Task details :: The response must consist of every record, restated word for word.

Records for the task ::
::::::

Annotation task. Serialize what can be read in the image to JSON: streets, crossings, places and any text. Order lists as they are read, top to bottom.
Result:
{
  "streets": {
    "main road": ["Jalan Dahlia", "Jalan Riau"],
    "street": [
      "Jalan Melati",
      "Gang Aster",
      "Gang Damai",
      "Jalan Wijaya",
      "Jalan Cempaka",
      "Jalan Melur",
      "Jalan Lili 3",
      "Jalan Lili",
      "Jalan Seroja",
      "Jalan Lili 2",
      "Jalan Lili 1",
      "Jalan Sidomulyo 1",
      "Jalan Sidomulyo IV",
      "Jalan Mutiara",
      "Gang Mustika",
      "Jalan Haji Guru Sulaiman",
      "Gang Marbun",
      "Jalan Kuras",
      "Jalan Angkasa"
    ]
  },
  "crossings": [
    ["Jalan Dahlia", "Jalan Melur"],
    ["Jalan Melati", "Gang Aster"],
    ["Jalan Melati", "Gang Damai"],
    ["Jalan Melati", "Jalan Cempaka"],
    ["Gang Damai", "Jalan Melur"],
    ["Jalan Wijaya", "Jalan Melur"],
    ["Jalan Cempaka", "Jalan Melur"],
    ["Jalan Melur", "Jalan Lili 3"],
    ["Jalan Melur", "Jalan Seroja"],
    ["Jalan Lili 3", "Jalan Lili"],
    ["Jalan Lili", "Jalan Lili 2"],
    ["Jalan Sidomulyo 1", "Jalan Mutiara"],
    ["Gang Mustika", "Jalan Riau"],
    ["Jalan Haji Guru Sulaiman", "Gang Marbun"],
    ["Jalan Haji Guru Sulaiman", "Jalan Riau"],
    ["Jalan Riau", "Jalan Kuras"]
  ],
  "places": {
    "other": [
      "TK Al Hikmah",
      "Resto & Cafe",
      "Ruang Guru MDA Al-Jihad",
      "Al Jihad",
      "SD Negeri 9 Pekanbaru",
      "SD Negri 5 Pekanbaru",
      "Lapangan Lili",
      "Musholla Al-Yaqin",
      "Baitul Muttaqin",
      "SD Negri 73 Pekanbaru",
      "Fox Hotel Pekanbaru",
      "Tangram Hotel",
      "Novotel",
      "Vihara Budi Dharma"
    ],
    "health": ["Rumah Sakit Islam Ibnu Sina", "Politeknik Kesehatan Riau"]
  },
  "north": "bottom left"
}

::::::

Written answer ::
Annotation task. Serialize what can be read in the image to JSON: streets, crossings, places and any text. Order lists as they are read, top to bottom.
Result:
{
  "streets": {
    "main road": ["Jalan Dahlia", "Jalan Riau"],
    "street": [
      "Jalan Melati",
      "Gang Aster",
      "Gang Damai",
      "Jalan Wijaya",
      "Jalan Cempaka",
      "Jalan Melur",
      "Jalan Lili 3",
      "Jalan Lili",
      "Jalan Seroja",
      "Jalan Lili 2",
      "Jalan Lili 1",
      "Jalan Sidomulyo 1",
      "Jalan Sidomulyo IV",
      "Jalan Mutiara",
      "Gang Mustika",
      "Jalan Haji Guru Sulaiman",
      "Gang Marbun",
      "Jalan Kuras",
      "Jalan Angkasa"
    ]
  },
  "crossings": [
    ["Jalan Dahlia", "Jalan Melur"],
    ["Jalan Melati", "Gang Aster"],
    ["Jalan Melati", "Gang Damai"],
    ["Jalan Melati", "Jalan Cempaka"],
    ["Gang Damai", "Jalan Melur"],
    ["Jalan Wijaya", "Jalan Melur"],
    ["Jalan Cempaka", "Jalan Melur"],
    ["Jalan Melur", "Jalan Lili 3"],
    ["Jalan Melur", "Jalan Seroja"],
    ["Jalan Lili 3", "Jalan Lili"],
    ["Jalan Lili", "Jalan Lili 2"],
    ["Jalan Sidomulyo 1", "Jalan Mutiara"],
    ["Gang Mustika", "Jalan Riau"],
    ["Jalan Haji Guru Sulaiman", "Gang Marbun"],
    ["Jalan Haji Guru Sulaiman", "Jalan Riau"],
    ["Jalan Riau", "Jalan Kuras"]
  ],
  "places": {
    "other": [
      "TK Al Hikmah",
      "Resto & Cafe",
      "Ruang Guru MDA Al-Jihad",
      "Al Jihad",
      "SD Negeri 9 Pekanbaru",
      "SD Negri 5 Pekanbaru",
      "Lapangan Lili",
      "Musholla Al-Yaqin",
      "Baitul Muttaqin",
      "SD Negri 73 Pekanbaru",
      "Fox Hotel Pekanbaru",
      "Tangram Hotel",
      "Novotel",
      "Vihara Budi Dharma"
    ],
    "health": ["Rumah Sakit Islam Ibnu Sina", "Politeknik Kesehatan Riau"]
  },
  "north": "bottom left"
}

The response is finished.